Data records

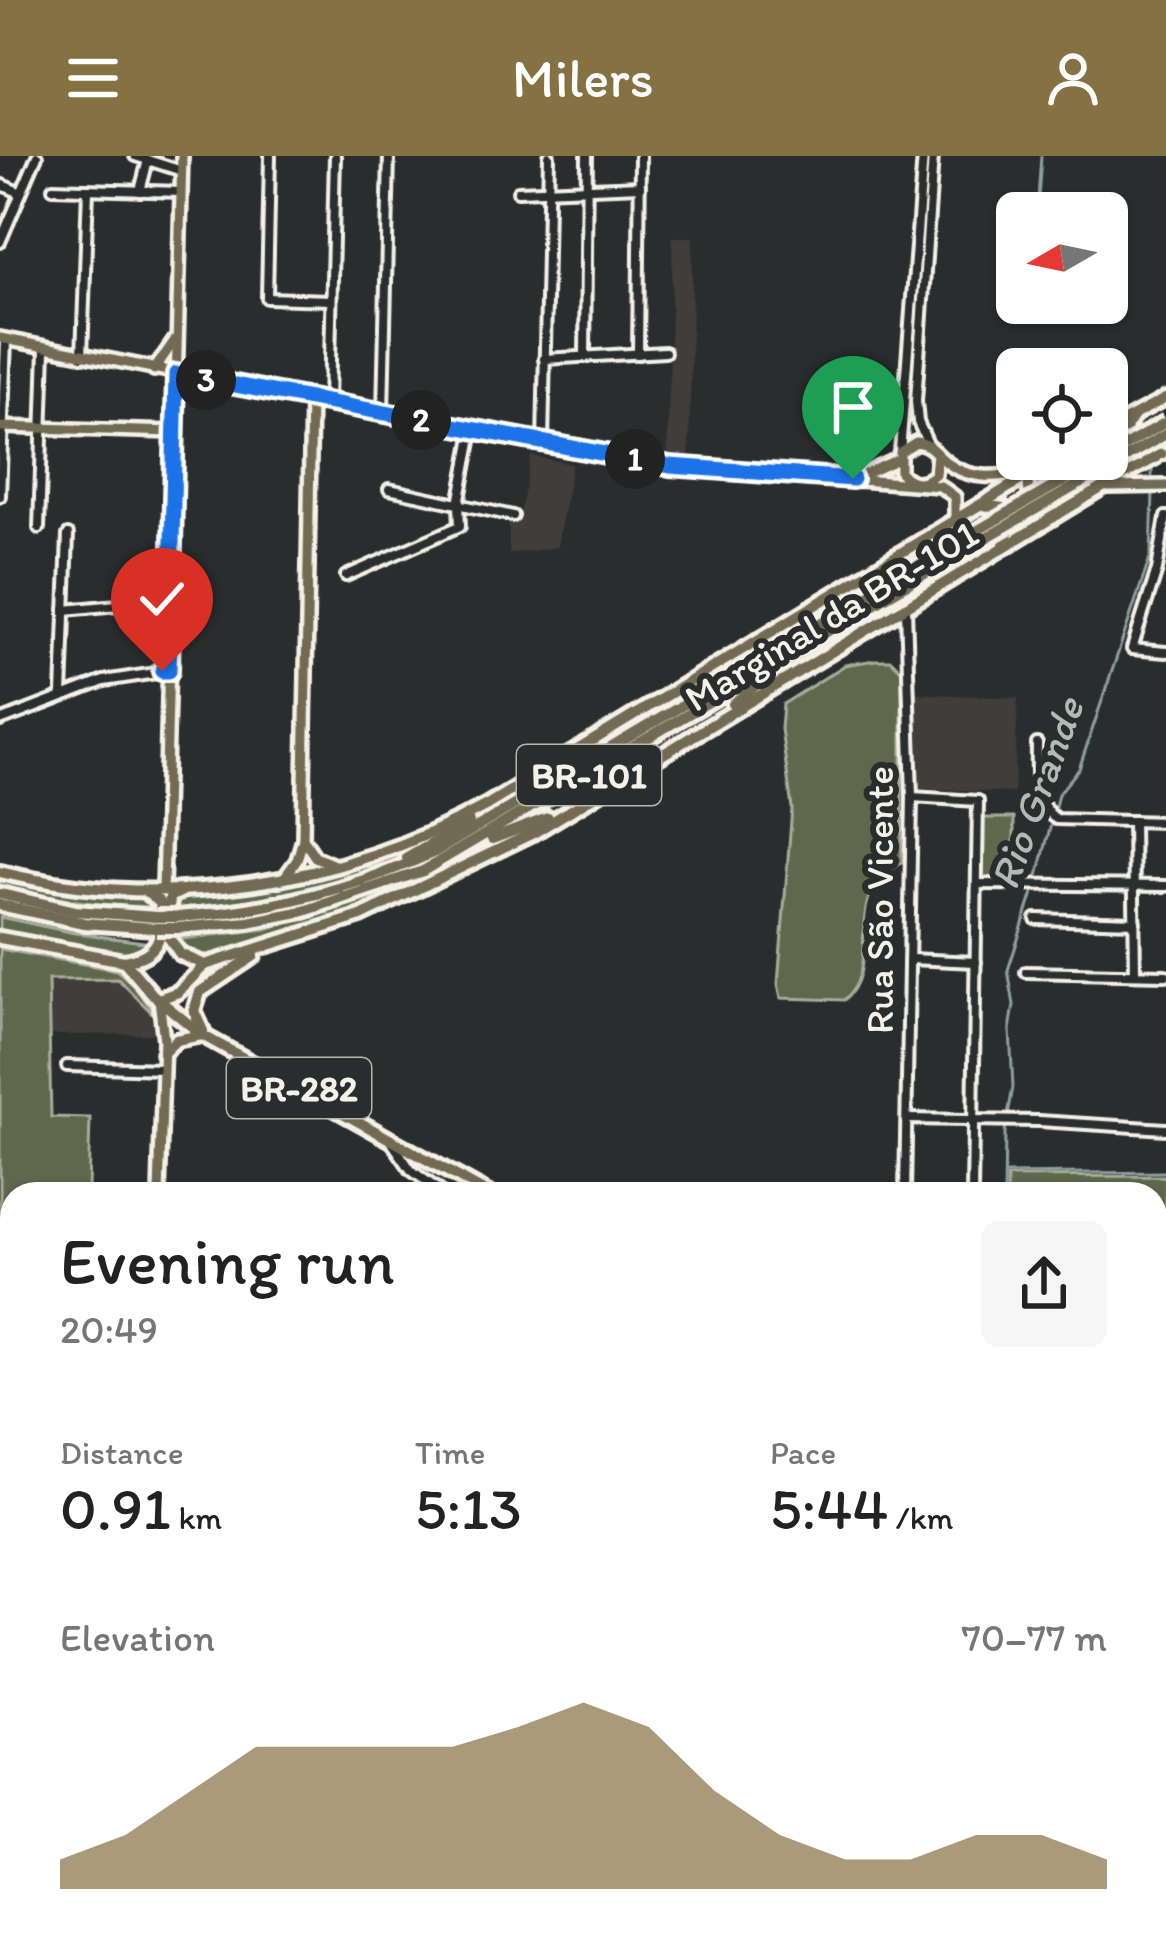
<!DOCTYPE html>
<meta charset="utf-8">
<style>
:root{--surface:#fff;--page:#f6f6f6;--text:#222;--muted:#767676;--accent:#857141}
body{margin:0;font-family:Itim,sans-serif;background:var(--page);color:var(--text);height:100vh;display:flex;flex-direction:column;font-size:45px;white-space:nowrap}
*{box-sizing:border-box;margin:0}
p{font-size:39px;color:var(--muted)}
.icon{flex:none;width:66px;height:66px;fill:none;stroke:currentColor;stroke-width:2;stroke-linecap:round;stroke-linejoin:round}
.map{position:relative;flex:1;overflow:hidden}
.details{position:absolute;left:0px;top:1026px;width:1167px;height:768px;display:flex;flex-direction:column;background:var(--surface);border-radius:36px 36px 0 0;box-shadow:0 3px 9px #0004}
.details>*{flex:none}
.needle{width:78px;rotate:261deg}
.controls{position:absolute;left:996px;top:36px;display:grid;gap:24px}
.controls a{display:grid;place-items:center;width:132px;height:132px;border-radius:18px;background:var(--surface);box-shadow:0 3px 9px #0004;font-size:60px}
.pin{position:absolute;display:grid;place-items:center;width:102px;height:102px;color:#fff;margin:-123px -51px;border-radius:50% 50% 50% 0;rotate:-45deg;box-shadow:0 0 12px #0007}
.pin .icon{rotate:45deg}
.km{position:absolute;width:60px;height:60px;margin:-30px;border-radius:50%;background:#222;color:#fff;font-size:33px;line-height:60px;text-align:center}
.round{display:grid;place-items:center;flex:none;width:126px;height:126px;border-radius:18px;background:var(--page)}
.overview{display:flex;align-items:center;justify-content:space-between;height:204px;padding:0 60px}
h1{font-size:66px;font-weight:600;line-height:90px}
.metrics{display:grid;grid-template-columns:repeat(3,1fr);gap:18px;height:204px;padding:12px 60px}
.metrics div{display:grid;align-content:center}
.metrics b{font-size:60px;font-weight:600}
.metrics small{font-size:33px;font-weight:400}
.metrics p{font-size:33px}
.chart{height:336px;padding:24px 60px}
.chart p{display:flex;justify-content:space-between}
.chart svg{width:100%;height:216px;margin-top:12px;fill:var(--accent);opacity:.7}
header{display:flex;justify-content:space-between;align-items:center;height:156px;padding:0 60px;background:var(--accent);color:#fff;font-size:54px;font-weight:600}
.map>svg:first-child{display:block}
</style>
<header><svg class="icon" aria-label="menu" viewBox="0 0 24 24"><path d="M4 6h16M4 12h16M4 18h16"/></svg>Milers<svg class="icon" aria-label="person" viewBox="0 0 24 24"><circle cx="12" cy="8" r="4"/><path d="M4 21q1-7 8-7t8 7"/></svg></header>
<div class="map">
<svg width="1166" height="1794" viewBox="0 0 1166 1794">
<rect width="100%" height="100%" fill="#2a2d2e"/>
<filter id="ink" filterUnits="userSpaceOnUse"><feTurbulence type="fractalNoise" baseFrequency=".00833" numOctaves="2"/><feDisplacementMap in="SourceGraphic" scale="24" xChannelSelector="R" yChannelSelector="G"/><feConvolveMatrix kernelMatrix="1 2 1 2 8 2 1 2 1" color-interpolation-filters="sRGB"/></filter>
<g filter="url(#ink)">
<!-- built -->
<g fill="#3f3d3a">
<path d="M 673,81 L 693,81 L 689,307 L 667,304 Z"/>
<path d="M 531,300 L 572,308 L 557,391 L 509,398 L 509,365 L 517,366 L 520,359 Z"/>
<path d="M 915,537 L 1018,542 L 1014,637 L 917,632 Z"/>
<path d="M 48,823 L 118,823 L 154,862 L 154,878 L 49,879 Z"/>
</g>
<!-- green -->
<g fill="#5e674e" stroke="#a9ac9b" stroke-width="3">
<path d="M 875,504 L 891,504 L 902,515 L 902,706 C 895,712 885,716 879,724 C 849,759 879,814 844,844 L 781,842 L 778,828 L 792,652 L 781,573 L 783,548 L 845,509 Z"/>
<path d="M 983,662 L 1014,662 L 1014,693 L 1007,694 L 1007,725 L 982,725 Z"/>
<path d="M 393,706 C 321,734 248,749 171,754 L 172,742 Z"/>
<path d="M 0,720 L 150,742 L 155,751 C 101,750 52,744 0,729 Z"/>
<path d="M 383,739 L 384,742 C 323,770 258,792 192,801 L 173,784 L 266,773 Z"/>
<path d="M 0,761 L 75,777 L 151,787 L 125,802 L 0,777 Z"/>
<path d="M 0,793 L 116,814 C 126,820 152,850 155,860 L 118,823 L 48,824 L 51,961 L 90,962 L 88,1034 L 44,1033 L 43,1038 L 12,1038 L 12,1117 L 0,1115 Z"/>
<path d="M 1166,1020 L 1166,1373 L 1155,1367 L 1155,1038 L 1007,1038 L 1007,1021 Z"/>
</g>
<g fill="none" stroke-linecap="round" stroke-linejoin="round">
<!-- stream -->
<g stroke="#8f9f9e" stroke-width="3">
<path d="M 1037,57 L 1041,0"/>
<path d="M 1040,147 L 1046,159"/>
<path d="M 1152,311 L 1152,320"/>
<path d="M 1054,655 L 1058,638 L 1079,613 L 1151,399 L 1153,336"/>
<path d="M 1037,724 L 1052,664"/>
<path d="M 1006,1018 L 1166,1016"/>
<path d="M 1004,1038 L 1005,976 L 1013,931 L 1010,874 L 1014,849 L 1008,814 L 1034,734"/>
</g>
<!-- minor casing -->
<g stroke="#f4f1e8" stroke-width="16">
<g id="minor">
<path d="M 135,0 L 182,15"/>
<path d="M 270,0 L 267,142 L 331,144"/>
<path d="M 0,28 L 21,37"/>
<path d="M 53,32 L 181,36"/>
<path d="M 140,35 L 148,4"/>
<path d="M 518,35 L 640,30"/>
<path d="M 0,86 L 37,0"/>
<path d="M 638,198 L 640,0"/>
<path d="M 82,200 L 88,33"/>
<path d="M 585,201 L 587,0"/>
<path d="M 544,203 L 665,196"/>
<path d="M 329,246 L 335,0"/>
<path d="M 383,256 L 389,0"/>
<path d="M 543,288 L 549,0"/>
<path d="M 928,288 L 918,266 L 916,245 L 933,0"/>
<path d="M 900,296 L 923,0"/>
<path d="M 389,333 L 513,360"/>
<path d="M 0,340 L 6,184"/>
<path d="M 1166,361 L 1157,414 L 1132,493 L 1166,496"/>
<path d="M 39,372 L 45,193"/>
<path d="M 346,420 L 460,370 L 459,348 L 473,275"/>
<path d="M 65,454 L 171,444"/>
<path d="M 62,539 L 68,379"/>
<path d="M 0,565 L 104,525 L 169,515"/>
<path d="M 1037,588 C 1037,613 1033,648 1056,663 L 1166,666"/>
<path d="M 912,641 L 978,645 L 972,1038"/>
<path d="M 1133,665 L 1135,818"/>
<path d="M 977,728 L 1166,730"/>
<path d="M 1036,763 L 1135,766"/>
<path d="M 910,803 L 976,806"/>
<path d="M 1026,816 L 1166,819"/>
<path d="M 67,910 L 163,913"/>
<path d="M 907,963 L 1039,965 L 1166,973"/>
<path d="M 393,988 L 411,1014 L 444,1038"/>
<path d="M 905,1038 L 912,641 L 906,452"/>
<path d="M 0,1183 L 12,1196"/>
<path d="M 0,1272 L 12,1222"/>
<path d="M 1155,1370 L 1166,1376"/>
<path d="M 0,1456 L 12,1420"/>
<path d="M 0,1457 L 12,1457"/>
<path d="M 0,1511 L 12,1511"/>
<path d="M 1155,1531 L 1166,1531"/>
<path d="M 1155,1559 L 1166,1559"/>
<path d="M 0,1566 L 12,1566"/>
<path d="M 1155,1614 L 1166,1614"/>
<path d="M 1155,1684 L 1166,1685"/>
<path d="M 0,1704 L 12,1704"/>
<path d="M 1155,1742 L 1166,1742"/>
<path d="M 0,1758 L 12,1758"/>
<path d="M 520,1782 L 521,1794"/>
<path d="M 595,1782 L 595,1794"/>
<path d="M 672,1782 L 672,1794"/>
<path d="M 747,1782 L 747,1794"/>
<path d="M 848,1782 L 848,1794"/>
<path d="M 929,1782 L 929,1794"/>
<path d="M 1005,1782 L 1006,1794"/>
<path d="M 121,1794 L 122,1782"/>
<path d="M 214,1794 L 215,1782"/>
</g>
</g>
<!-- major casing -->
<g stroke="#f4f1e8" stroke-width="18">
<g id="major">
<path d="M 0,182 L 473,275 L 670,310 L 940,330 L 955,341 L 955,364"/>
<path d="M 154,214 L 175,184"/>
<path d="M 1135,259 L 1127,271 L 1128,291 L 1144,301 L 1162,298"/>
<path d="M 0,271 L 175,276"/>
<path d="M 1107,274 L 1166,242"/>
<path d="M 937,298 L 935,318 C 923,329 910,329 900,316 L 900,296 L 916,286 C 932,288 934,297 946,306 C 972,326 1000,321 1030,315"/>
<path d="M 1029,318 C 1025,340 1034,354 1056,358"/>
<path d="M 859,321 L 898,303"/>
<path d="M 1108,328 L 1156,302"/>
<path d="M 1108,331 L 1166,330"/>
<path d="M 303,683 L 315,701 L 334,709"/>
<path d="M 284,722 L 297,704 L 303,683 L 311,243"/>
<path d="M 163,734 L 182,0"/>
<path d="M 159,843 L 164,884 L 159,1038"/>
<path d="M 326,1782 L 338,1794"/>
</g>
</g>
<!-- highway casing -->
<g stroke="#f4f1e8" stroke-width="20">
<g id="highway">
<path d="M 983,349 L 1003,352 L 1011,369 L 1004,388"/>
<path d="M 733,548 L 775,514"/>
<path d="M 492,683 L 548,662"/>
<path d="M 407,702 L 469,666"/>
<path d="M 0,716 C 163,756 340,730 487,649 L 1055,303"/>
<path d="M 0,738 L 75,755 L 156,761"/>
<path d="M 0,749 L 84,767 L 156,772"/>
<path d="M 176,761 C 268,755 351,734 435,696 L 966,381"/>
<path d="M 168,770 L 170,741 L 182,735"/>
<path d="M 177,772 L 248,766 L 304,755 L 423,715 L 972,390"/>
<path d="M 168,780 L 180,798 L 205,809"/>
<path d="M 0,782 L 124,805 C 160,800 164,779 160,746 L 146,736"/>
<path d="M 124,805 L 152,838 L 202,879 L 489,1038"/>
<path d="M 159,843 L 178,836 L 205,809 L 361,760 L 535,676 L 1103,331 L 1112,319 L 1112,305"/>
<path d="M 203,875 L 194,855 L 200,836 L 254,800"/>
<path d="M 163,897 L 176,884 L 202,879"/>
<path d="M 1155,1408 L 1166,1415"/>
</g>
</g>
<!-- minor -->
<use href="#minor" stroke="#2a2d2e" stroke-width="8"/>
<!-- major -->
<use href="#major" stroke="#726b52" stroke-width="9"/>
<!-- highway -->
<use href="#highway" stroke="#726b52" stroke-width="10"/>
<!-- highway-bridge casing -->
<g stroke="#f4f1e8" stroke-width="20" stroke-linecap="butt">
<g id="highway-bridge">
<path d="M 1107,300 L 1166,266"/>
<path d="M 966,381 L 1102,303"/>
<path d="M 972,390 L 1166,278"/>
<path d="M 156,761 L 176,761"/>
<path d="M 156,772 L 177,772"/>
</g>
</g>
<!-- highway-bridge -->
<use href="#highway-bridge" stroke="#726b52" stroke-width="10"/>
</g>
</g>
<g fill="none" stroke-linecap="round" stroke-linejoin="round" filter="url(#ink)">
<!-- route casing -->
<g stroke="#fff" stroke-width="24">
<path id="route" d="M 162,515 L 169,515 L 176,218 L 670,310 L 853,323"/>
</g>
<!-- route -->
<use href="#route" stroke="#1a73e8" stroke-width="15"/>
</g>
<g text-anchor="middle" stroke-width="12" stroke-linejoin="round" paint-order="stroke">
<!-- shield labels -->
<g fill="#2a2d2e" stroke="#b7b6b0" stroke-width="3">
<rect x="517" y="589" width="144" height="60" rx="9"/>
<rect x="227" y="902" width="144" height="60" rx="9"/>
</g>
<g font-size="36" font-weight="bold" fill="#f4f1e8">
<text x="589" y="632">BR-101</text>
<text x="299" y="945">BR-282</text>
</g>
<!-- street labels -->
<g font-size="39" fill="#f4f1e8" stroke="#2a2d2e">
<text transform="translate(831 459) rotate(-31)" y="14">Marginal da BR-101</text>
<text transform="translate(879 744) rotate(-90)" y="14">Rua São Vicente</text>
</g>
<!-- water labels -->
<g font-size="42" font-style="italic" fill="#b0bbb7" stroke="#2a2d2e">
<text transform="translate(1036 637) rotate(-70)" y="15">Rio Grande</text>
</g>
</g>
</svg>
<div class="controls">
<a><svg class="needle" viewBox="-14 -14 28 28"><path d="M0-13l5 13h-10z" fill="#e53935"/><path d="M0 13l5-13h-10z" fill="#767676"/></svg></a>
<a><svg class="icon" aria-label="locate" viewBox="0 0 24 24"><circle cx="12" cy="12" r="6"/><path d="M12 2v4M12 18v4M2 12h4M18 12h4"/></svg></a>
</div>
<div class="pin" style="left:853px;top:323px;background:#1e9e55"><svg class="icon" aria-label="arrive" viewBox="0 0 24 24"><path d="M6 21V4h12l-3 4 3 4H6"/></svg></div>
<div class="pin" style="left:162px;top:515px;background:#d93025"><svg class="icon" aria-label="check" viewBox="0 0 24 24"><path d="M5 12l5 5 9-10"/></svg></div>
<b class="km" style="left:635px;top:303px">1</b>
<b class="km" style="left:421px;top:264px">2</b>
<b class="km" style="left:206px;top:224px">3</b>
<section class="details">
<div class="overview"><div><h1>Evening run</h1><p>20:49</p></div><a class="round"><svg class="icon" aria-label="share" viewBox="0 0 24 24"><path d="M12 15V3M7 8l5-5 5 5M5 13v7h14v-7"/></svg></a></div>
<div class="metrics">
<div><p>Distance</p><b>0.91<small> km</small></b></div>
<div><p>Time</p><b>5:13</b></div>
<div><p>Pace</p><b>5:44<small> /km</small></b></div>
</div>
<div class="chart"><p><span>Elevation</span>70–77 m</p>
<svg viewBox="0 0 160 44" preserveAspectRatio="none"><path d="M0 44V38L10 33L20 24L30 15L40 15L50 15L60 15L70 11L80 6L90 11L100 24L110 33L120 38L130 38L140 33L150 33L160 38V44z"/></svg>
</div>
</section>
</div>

Work item
Only lines with the word "shadow" should be collected from the material.

Response to this exercise
.details{position:absolute;left:0px;top:1026px;width:1167px;height:768px;display:flex;flex-direction:column;background:var(--surface);border-radius:36px 36px 0 0;box-shadow:0 3px 9px #0004}
.controls a{display:grid;place-items:center;width:132px;height:132px;border-radius:18px;background:var(--surface);box-shadow:0 3px 9px #0004;font-size:60px}
.pin{position:absolute;display:grid;place-items:center;width:102px;height:102px;color:#fff;margin:-123px -51px;border-radius:50% 50% 50% 0;rotate:-45deg;box-shadow:0 0 12px #0007}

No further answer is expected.